歌手・森口博子が1月24日、東京国際フォーラム ホールCで、デビュー40周年を記念して行われた「森口博子 40周年アニバーサリーツアー 第一章“Your Flower”」のツアーファイナルを迎えた。ツアーに先駆けて2025年12月3日にリリースした40周年アニバーサリーアルバム『Your Flower ~歌の花束を~』は、売野雅勇、岸谷香、木根尚登(TM NETWORK)、西村由紀江、西脇唯、ニール・セダカ、畑亜貴、平松愛理、広瀬香美、前山田健一ら豪華な顔ぶれが参加し、バラードやロック、ノベルティーソングなど色とりどりな楽曲がラインナップ。

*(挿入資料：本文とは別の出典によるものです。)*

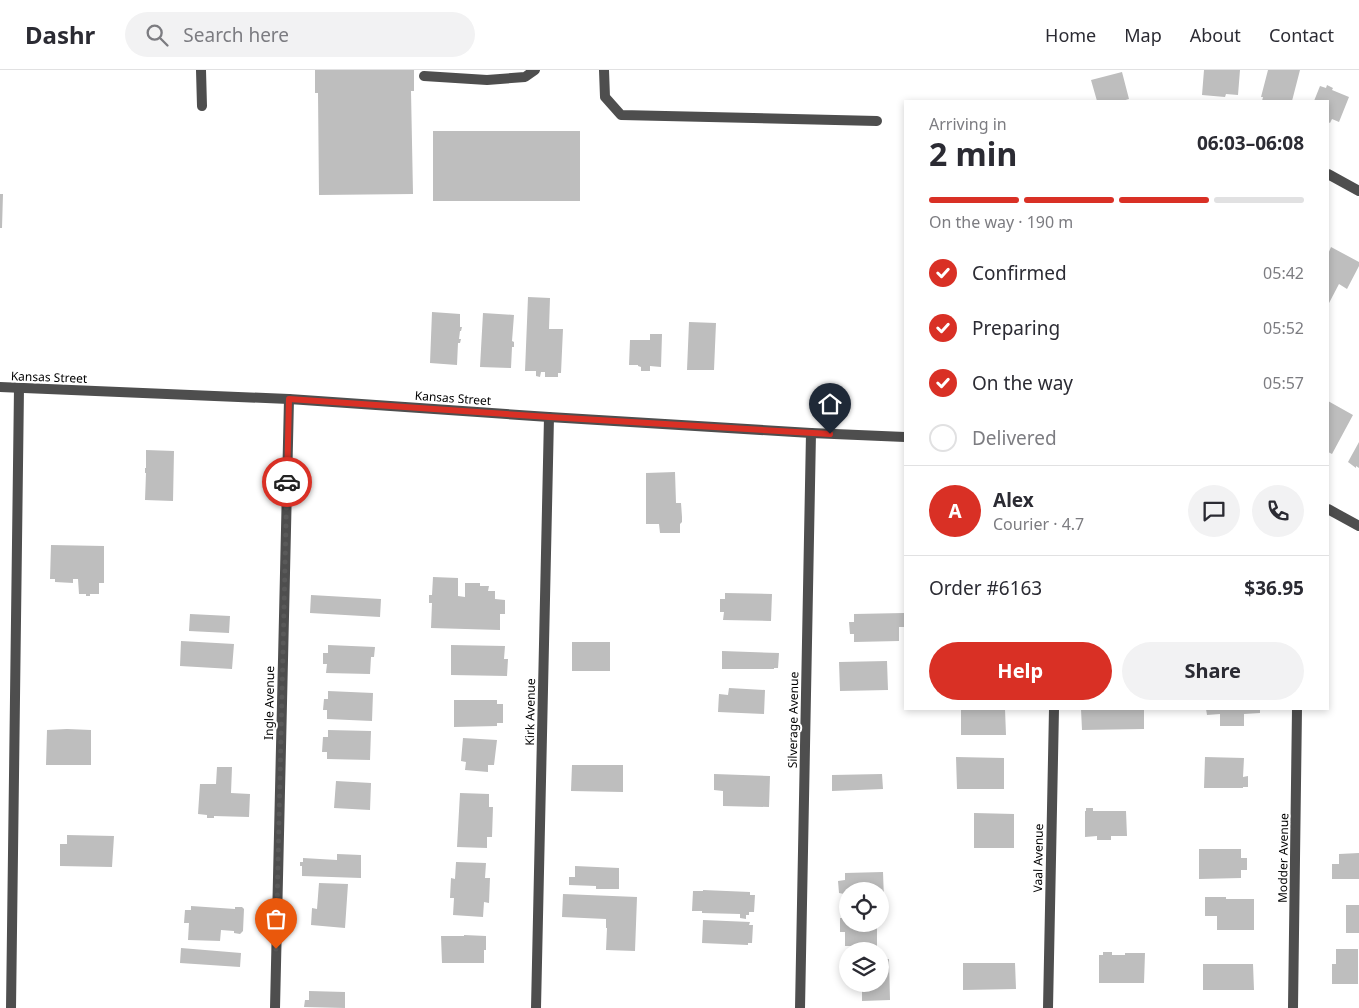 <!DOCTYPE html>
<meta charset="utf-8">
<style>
:root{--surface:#fff;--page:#f2f2f3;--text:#2b2b33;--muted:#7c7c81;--line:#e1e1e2;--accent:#d93025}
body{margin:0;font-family:"Noto Sans",sans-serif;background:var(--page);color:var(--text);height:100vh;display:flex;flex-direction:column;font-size:19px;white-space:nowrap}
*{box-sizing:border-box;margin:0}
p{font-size:16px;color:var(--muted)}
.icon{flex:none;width:28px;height:28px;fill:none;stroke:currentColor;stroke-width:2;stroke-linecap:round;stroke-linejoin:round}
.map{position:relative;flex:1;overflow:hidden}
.panel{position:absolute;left:904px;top:30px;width:425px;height:610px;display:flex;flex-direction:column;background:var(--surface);border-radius:0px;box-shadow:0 2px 8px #0003}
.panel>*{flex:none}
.fabs{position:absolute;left:839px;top:812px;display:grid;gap:10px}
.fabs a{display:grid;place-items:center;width:50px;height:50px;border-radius:50%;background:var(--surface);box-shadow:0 2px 8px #0003;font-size:25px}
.pin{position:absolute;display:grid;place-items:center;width:42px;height:42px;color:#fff;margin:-51px -21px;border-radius:50% 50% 50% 0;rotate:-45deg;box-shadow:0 0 5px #0007}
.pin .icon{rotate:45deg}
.courier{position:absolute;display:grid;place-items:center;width:50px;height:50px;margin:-25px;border:4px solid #d93025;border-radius:50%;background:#fff;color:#222;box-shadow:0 1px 6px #0007}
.headline em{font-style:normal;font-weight:700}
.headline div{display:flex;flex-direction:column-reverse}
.headline{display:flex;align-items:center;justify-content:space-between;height:85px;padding:0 25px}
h1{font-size:32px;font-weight:700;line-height:38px}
.bar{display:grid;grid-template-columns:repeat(4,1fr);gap:8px 5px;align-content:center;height:60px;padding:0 25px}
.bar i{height:6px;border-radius:4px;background:var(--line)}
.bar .active{background:var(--accent)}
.bar p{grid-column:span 4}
.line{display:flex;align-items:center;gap:12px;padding:0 25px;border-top:1px solid var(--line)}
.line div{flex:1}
.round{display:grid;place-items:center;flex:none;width:52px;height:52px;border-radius:26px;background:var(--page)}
ol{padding:0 25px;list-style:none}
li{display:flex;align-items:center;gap:15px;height:55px}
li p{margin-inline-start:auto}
li .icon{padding:5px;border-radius:50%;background:var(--accent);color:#fff;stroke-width:4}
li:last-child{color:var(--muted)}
li i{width:28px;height:28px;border:2px solid var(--line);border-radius:50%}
.action{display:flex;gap:10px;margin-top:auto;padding:10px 25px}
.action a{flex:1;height:58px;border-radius:30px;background:var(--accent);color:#fff;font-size:20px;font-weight:700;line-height:58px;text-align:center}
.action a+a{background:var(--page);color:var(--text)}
header{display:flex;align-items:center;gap:30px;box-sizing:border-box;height:70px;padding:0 25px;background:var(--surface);border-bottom:1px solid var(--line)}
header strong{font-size:24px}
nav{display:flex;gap:28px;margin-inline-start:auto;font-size:18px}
.search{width:350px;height:45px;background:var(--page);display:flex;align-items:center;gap:12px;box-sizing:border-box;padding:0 18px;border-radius:28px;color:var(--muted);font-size:19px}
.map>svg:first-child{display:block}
</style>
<header>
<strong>Dashr</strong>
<div class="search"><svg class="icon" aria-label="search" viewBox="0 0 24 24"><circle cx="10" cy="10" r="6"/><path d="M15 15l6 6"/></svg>Search here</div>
<nav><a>Home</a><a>Map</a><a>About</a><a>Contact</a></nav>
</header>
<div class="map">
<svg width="1359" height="938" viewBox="0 0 1359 938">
<rect width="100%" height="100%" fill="#fff"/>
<path fill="#bebebe" d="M315,0h99v21h-3l2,103 -94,1 -1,-102h-3z
M1204,0h36l-2,25 -12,-1 -1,3 -23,-2z
M1268,0h32l-8,31h-30l1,-4h-2z
M1122,2l7,27 -7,2h-25l-6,-21z
M1327,15l6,3 -1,2 17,7 -10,25 -7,-3 -2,4 -2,-1v-21h-14l6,-15 6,2z
M433,61h147v70h-147z
M0,124h3l-1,34h-2z
M1331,177l28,15v4l-12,23 -8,-5 -11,21v-51z
M528,227l22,1 -1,31h14l-2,44h-3v4h-13v-5h-4l-1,5 -4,-1v-5h-11z
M432,242l28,2v13h2l-1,4h-1l-1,8h2l-1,4h-2l-1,22 -27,-2z
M483,243l31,2 -2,26 2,1v5h-2l-1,21 -31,-1z
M689,252l27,1 -2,47h-27z
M650,264h12l-1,33 -11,-1v5h-9v-4l-3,-1v-1h-9l1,-25h20z
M1328,331l25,14 -21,39 -4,-2z
M1359,372v26l-3,-2v2l-8,-6z
M146,380l28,1 -1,50 -28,-1 1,-27h-1v-5h1z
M675,402l1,31h5l1,14v5l-2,2v9h-20l-1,-9h-13v-51z
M51,475l53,1v37h-5v11h-9v2h-4v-2h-7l-1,-15h-5v4l-18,-1v-3h-5z
M433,507l25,1v18l7,1v-14h15v3h9l-1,5h7v8l10,1v14h-5v16l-69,-2 1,-25h-3v-8h3z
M725,523l47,1 -1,27 -48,-1 1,-8h-4v-13h5z
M311,525l70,4 -1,18 -70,-4z
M904,543v14h-5v14l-45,1v-8h-4l-1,-12h5v-8z
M190,544l40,2 -1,17 -40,-2z
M181,571l53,3 -2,25 -52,-3z
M572,572h38v29h-38z
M328,575l47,2 -1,10h-3l-1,17 -44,-1 1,-9h-4v-11h5z
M451,575l54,1 -1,13h4l-1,17 -56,-1z
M722,581l57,2 -1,15h-4v1h-52z
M887,591l1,29 -48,1 -1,-29z
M729,618l36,2 -1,24 -46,-2 1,-18 9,1z
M328,621l45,2 -1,28 -45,-2v-9h-4l1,-11h4z
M454,630h43v4h6v19h-6v3l-43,1z
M961,639h44l1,26h-45z
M1081,639h63v20l-62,1z
M1206,639h54v4l-16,1v12h-24v-12l-13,1z
M67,659l24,1v35h-45l1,-35z
M328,660l43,1 -1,29 -43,-1v-7h-5l1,-15h5z
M463,668l34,2 -3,25h-6v7l-23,-2 1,-8 -5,-1z
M956,687l48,1v31h-47z
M1205,687l39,1 -1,19 5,-1v11h-5v1h-39z
M572,695h51v27l-52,-1z
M217,697h15l-1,26 19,1 -1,23 -35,-1v2h-7v-3l-9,-1 2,-30h16z
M714,704l56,2 -1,31 -46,-1v-15l-9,-1z
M882,704l1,15 -51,2v-16z
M336,711l35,2 -1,27 -36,-2z
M460,723l29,1v13h4l-1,30h-5v11l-30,-1z
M1086,738h7v3h33l1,25h-16v4h-14v-4l-12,1v-26h1z
M974,743l40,1v34h-40z
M67,765l47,1 -2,31 -52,-1v-22h7z
M1199,779h42v9h6v12h-6v8l-42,1z
M1359,783v26h-27v-15h7v-10z
M337,784l24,1v23l-59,-2v-10h-2v-4h3v-4l34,2z
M456,792l30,1 -1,15h5l-1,25 -5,-1 -1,15 -30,-2 1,-17h-4l1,-20 4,1z
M575,796l44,2v21h-23v-3l-27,-1v-8h6z
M883,802l1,27h-4v-8h-32v9h-4v-6l-5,-1 -1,-12 7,-1v-7z
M319,813l29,1 -3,44 -34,-3 1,-17 5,1z
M703,820l47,2v3h5l-1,17h-5v3h-3v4l-6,-1v-4l-38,-1v-2h-10l1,-20h10z
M563,824l74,3 -2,54 -29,-1 1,-22h-1v-9l-44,-2z
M1205,827h21v2h28v31h-37v-14h-12z
M1346,835h13v28h-13z
M191,836l44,3v-2h7l2,2 -1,22 -3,3 -6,-1v-2l-13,-1 -1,11 -32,-1 1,-17h-5l1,-13h6z
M840,848h8v6h29v22h-32v-14h-5z
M703,850l47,2 -1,3h4l-1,18h-4v2l-46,-2z
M464,865l22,1v14h-2v13h-42l-1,-27h23z
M181,878l60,5 -1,14 -60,-4z
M1336,879h22v35h-26v-20h4z
M1103,882h9v3h13v-2h20l-1,30h-45v-28h4z
M880,889h9l1,41 -28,1v-17h18z
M963,893h52l1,26 -53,1z
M1203,894h50l1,26h-51z
M309,921l36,1v16l-41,-1 1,-7h4z"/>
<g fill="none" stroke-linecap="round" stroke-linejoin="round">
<path stroke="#4e4e4e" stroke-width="10" d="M201,0l1,36
M604,0l1,27 16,18 256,6
M424,6l63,4 38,-3 10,-7"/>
<path stroke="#4e4e4e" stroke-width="10" d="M1328,104l31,17
M11,938l8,-620
M275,938l14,-609
M536,938l13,-591
M800,938l11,-575
M1048,938l6,-299
M1293,938l4,-299"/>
<path stroke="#4e4e4e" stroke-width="10" d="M0,317l289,12 260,18 262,16 94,4
M1328,439l31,17"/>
</g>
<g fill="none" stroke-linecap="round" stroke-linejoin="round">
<path stroke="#595959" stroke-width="5" stroke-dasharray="0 9" d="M276,879l11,-467"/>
<path stroke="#d93025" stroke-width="6" d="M287,412l2,-83 260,18 281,17"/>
</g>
<g text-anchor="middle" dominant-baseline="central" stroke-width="4" stroke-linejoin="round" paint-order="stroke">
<g font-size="12" fill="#000" stroke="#fff">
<text transform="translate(49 307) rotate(2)">Kansas Street</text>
<text transform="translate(453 328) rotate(4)">Kansas Street</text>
<text transform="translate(269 633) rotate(-89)">Ingle Avenue</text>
<text transform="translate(530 642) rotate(-89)">Kirk Avenue</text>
<text transform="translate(793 650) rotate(-89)">Silverage Avenue</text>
<text transform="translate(1038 788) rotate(-89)">Vaal Avenue</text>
<text transform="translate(1283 788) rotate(-89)">Modder Avenue</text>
</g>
</g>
</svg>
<div class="fabs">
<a><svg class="icon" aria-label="locate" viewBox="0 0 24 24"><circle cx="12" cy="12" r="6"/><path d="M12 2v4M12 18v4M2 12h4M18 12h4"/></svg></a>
<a><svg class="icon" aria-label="layers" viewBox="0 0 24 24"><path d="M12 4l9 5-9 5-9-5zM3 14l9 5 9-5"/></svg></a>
</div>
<div class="pin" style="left:276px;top:879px;background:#ea580c"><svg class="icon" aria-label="bag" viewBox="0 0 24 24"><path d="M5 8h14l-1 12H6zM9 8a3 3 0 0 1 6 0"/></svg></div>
<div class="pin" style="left:830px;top:364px;background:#1f2937"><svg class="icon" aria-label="home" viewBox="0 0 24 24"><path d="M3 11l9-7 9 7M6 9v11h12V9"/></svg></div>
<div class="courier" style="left:287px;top:412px"><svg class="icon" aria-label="car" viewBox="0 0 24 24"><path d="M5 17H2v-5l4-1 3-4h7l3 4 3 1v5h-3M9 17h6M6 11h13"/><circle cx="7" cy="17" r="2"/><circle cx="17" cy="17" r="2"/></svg></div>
<section class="panel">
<div class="headline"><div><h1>2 min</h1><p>Arriving in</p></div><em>06:03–06:08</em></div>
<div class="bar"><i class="active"></i><i class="active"></i><i class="active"></i><i></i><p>On the way · 190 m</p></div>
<ol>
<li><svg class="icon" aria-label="check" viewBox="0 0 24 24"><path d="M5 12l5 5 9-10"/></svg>Confirmed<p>05:42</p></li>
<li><svg class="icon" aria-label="check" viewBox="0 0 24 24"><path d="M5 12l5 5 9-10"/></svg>Preparing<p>05:52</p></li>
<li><svg class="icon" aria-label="check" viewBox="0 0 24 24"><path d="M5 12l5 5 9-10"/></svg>On the way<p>05:57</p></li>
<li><i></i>Delivered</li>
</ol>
<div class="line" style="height:90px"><b class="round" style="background:var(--accent);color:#fff">A</b><div><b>Alex</b><p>Courier · 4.7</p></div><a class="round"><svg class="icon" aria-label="chat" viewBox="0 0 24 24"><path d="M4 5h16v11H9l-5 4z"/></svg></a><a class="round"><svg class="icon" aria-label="phone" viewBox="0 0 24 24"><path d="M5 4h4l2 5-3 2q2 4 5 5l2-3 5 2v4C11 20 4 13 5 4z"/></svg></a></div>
<div class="line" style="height:65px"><div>Order #6163</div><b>$36.95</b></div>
<div class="action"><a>Help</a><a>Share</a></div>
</section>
</div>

2019年より毎年リリースしてきたアルバム8枚が全てオリコントップ10ランクインするなど、40年間途切れることなく音楽活動で積み上げてきた森口の軌跡が詰まった一作で、オリコンデイリーアルバムランキングで5 位をマークした。

公演では、森口自身が「ガンダムがきっかけの人、J-POPがきっかけの人、バラエティがきっかけの人、全ての人に刺さる全方位型コンサート」と宣言。全方位型というコンセプトこそ、40年のキャリアで築き上げた唯一無二のアイデンティティとも言え、その言葉通り、多岐にわたるキャリアを存分に堪能できる内容だった。40年分の感謝を歌の花束に変えてファン一人ひとりの心に届けた温かく、力強い一夜となったアニバーサリーツアーのファイナルステージの模様をレポートする。

コンサートの幕開けは、多くのファンの意表を突くような選曲だったに違いない。森口の代名詞とも言える名曲「ETERNAL WIND ~ほほえみは光る風の中~」の荘厳なイントロが響き渡ると、客席からどよめきが起こる。クライマックスを飾ってもおかしくない名曲を冒頭に持ってくる構成は単なるサプライズにとどまらず、同曲へのアンサーソングとして生まれた「ETERNAL DAYS ~あなたがいてよかった~」へとつながる壮大な布石。40年の物語を繋ぐ意志を感じさせるオープニングアクトだったことを後に気づかされる。

突き抜けるようなきらびやかな歌声で観客の心をわしづかみにしたのも束の間、ステージの空気は一変する。男性ダンサー2名を従え、大胆なスリットが入ったブルーのドレスでアッパーなアニソン「鳥籠の少年」、そして「サムライハート」を立て続けに披露。力強い歌声とキレのあるダンスのセッションで、灼熱のライブハウスに変貌を遂げたかのように会場のボルテージは瞬く間に最高潮へと達した。壮大なバラードからエネルギッシュなナンバーへ。客席の完璧なレスポンスには、森口も「みんな打ち合わせしたのっていうぐらい呼吸がぴったりで気持ちがいい」とにっこり。アニソンシンガー・森口博子の真骨頂を見せつけた展開は、彼女が持つパフォーマンスの幅広さを鮮やかに提示されていて圧巻だった。

“ガンダムの歌姫”やアニソンシンガーと並び、森口のキャリアを語る上で欠かせない重要な一角を担うのがJ-POPシンガーとしての側面だ。アニソンパートの熱狂冷めやらぬ中で披露されたのは、人気番組『夢がMORI MORI』のテーマソングとして一世を風靡した「あなたといた時間」と「もっとうまく好きと言えたなら」。いつまでも色褪せない心地よいメロディに、経験に裏打ちされた深みと艶やかさを伴った森口のボーカルが楽曲に新たな説得力を与えていく。甘く切なく響く歌声に甘酸っぱい記憶を呼び覚まされたファンも多かっただろう。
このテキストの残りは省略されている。